_DATA PROVIDED:_
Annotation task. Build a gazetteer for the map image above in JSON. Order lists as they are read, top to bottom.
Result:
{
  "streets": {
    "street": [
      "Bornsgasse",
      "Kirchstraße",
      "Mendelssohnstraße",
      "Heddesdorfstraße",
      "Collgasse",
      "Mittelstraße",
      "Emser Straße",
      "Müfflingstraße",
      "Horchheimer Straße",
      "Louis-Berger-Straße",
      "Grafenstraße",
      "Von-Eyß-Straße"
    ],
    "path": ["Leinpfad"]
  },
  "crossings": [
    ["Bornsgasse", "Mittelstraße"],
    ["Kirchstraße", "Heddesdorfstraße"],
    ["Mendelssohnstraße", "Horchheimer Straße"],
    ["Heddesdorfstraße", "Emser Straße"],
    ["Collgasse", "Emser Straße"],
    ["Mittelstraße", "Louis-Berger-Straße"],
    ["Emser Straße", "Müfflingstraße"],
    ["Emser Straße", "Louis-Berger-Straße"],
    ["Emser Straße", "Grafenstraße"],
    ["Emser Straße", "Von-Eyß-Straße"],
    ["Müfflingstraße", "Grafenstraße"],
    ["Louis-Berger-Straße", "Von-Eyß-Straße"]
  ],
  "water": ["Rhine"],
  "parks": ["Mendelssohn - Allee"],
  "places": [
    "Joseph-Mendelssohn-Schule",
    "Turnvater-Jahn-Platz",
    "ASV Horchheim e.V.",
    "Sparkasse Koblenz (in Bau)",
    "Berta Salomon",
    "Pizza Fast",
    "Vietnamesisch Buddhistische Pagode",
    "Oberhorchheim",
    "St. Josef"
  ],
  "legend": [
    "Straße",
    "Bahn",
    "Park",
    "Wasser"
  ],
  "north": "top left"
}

_TASK PROMPT:_ Copy each entry exactly, leaving every line as it is.

_WRITTEN ANSWER:_
Annotation task. Build a gazetteer for the map image above in JSON. Order lists as they are read, top to bottom.
Result:
{
  "streets": {
    "street": [
      "Bornsgasse",
      "Kirchstraße",
      "Mendelssohnstraße",
      "Heddesdorfstraße",
      "Collgasse",
      "Mittelstraße",
      "Emser Straße",
      "Müfflingstraße",
      "Horchheimer Straße",
      "Louis-Berger-Straße",
      "Grafenstraße",
      "Von-Eyß-Straße"
    ],
    "path": ["Leinpfad"]
  },
  "crossings": [
    ["Bornsgasse", "Mittelstraße"],
    ["Kirchstraße", "Heddesdorfstraße"],
    ["Mendelssohnstraße", "Horchheimer Straße"],
    ["Heddesdorfstraße", "Emser Straße"],
    ["Collgasse", "Emser Straße"],
    ["Mittelstraße", "Louis-Berger-Straße"],
    ["Emser Straße", "Müfflingstraße"],
    ["Emser Straße", "Louis-Berger-Straße"],
    ["Emser Straße", "Grafenstraße"],
    ["Emser Straße", "Von-Eyß-Straße"],
    ["Müfflingstraße", "Grafenstraße"],
    ["Louis-Berger-Straße", "Von-Eyß-Straße"]
  ],
  "water": ["Rhine"],
  "parks": ["Mendelssohn - Allee"],
  "places": [
    "Joseph-Mendelssohn-Schule",
    "Turnvater-Jahn-Platz",
    "ASV Horchheim e.V.",
    "Sparkasse Koblenz (in Bau)",
    "Berta Salomon",
    "Pizza Fast",
    "Vietnamesisch Buddhistische Pagode",
    "Oberhorchheim",
    "St. Josef"
  ],
  "legend": [
    "Straße",
    "Bahn",
    "Park",
    "Wasser"
  ],
  "north": "top left"
}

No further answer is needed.